Dirichlet process mixtures of block $g$ priors for model selection and prediction in linear models
This paper introduces Dirichlet process mixtures of block $g$ priors for model selection and prediction in linear models. These priors are extensions of traditional mixtures of $g$ priors that allow for differential shrinkage for various (data-selected) blocks of parameters while fully accounting for the predictors’ correlation structure, providing a bridge between the literatures on model selection and continuous shrinkage priors. We show that Dirichlet process mixtures of block $g$ priors are consistent in various senses and, in particular, that they avoid the conditional Lindley ``paradox’’ highlighted by Som et al. (2016). Further, we develop a Markov chain Monte Carlo algorithm for posterior inference that requires only minimal ad-hoc tuning. Finally, we investigate the empirical performance of the prior in various real and simulated datasets. In the presence of a small number of very large effects, Dirichlet process mixtures of block $g$ priors lead to higher power for detecting smaller but significant effects without only a minimal increase in the number of false discoveries.
💡 Research Summary
The paper proposes a novel Bayesian prior—Dirichlet‑process (DP) mixtures of block‑g priors—for simultaneous variable selection and prediction in Gaussian linear models. Traditional g‑priors and their mixtures employ a single global shrinkage parameter g for all regression coefficients. While this yields attractive theoretical properties such as model‑selection consistency, it suffers from the conditional Lindley paradox: when a subset of coefficients grows without bound, Bayes factors can erroneously favor a smaller nested model, effectively over‑shrinking the remaining coefficients toward zero. Som (2014) and Som et al. (2016) showed that block‑g priors, which assign separate g’s to pre‑specified groups of coefficients, can resolve the paradox, but the need to pre‑define groups limits practical applicability, especially in the presence of strong collinearity.

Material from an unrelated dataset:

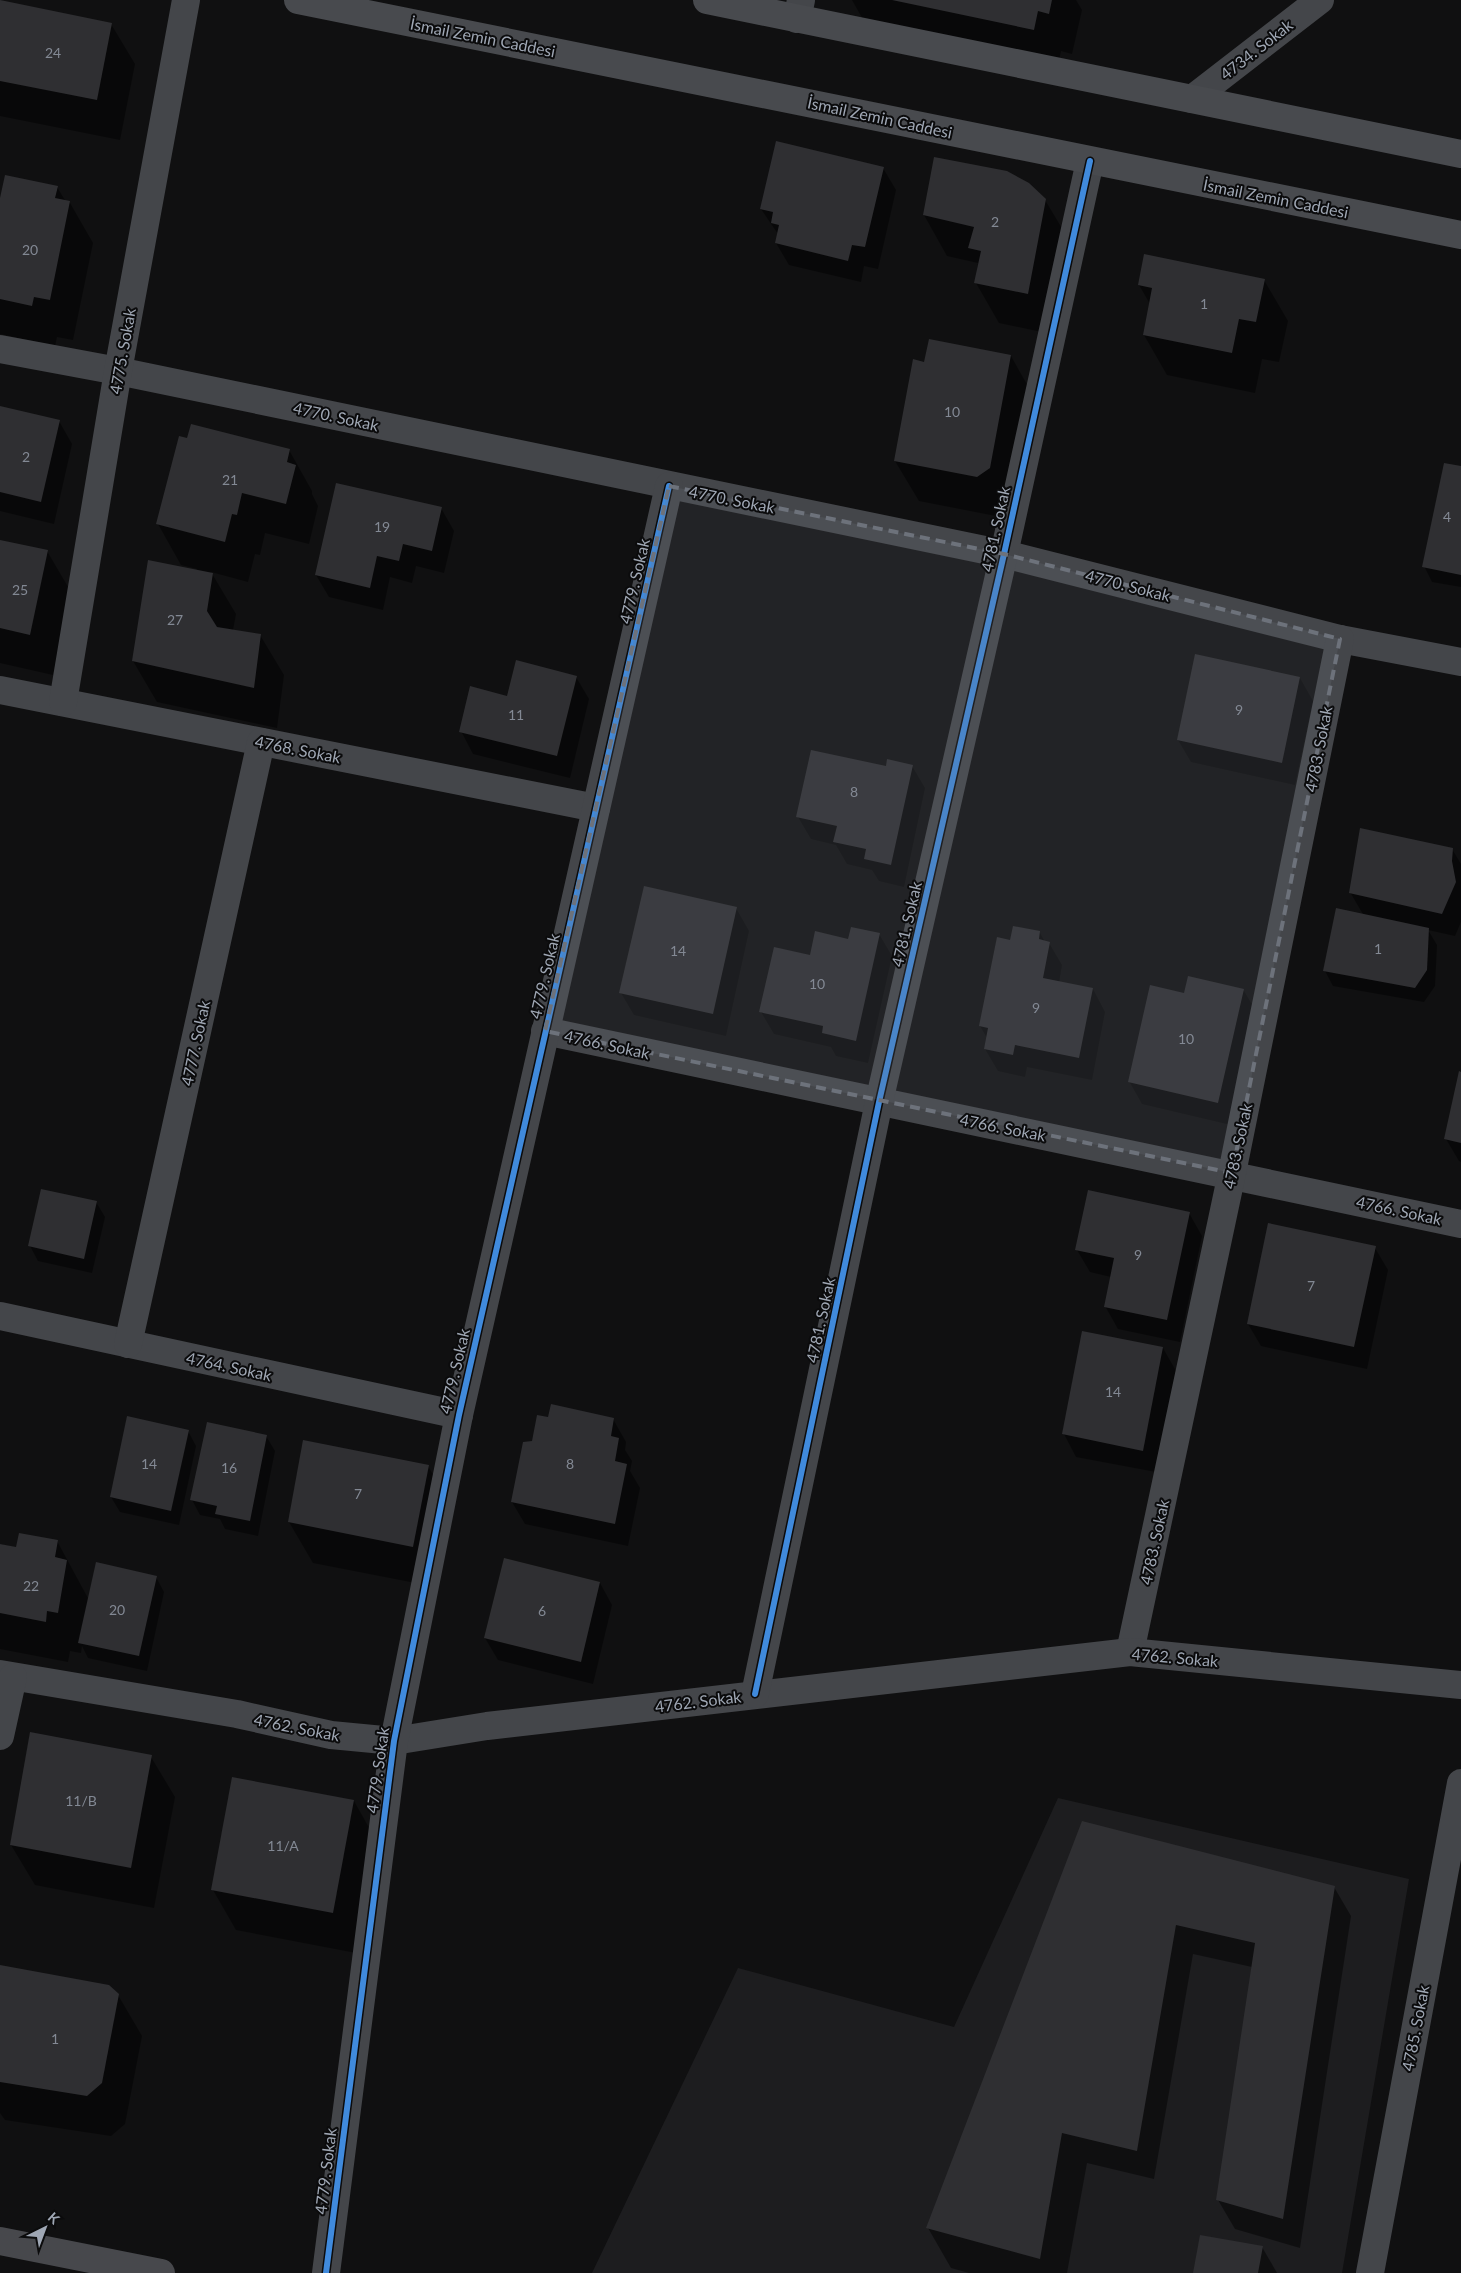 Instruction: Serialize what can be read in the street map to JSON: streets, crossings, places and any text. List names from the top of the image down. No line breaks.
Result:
{"streets":{"main road":["İsmail Zemin Caddesi"],"street":["4734. Sokak","4775. Sokak","4770. Sokak","4781. Sokak","4779. Sokak","4768. Sokak","4783. Sokak","4777. Sokak","4766. Sokak","4764. Sokak","4762. Sokak","4785. Sokak"]},"crossings":[["İsmail Zemin Caddesi","4781. Sokak"],["4775. Sokak","4770. Sokak"],["4775. Sokak","4768. Sokak"],["4770. Sokak","4781. Sokak"],["4770. Sokak","4779. Sokak"],["4770. Sokak","4783. Sokak"],["4781. Sokak","4766. Sokak"],["4781. Sokak","4762. Sokak"],["4779. Sokak","4768. Sokak"],["4779. Sokak","4766. Sokak"],["4779. Sokak","4764. Sokak"],["4779. Sokak","4762. Sokak"],["4768. Sokak","4777. Sokak"],["4783. Sokak","4766. Sokak"],["4783. Sokak","4762. Sokak"],["4777. Sokak","4764. Sokak"]],"house_numbers":["24","2","20","1","10","2","21","4","19","25","27","9","11","8","1","14","10","9","10","9","7","14","14","8","16","7","22","20","6","11/B","11/A","1"],"north":"top right"}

To overcome these limitations, the authors endow each coefficient βj with its own local shrinkage factor gj and place a non‑parametric DP prior on the collection {gj}. The base measure H0 is a flexible beta‑type distribution (equation 3.3) that includes the hyper‑g/n prior, the half‑Cauchy (Horseshoe) prior, and many other tail behaviours as special cases. The concentration parameter α governs the random partition of coefficients: α→0 collapses the model to a single‑g prior, while α→∞ yields a fully local‑global structure where each coefficient has its own gj. By treating both the partition ρ and α as unknown, the model learns the appropriate grouping of coefficients directly from the data, thereby automatically addressing collinearity and differential shrinkage.
Theoretical contributions are threefold. First, the DP‑mix block‑g prior avoids the conditional Lindley paradox; the authors prove that Bayes factors retain a positive lower bound even when some coefficients diverge, unlike standard mixtures of g‑priors. Second, the prior satisfies all desiderata listed by Bayarri et al. (2012), including model‑selection consistency, information consistency, invariance, and predictive matching. Third, the authors establish posterior consistency for the random partition and for the shrinkage distribution, showing that the DP learns the true clustering structure asymptotically.
From a computational standpoint, the paper develops a Gibbs sampler that cycles through: (i) updating the regression coefficients given the current gj’s; (ii) sampling the local shrinkage factors from their full conditional (either directly if conjugate or via Metropolis–Hastings); (iii) updating the cluster assignments ξj using the Chinese Restaurant Process representation; and (iv) sampling α using the parameter‑invariant prior of Rodríguez (2013). The algorithm requires essentially no tuning of hyper‑parameters, scales well with p, and can be implemented with standard linear‑algebra routines.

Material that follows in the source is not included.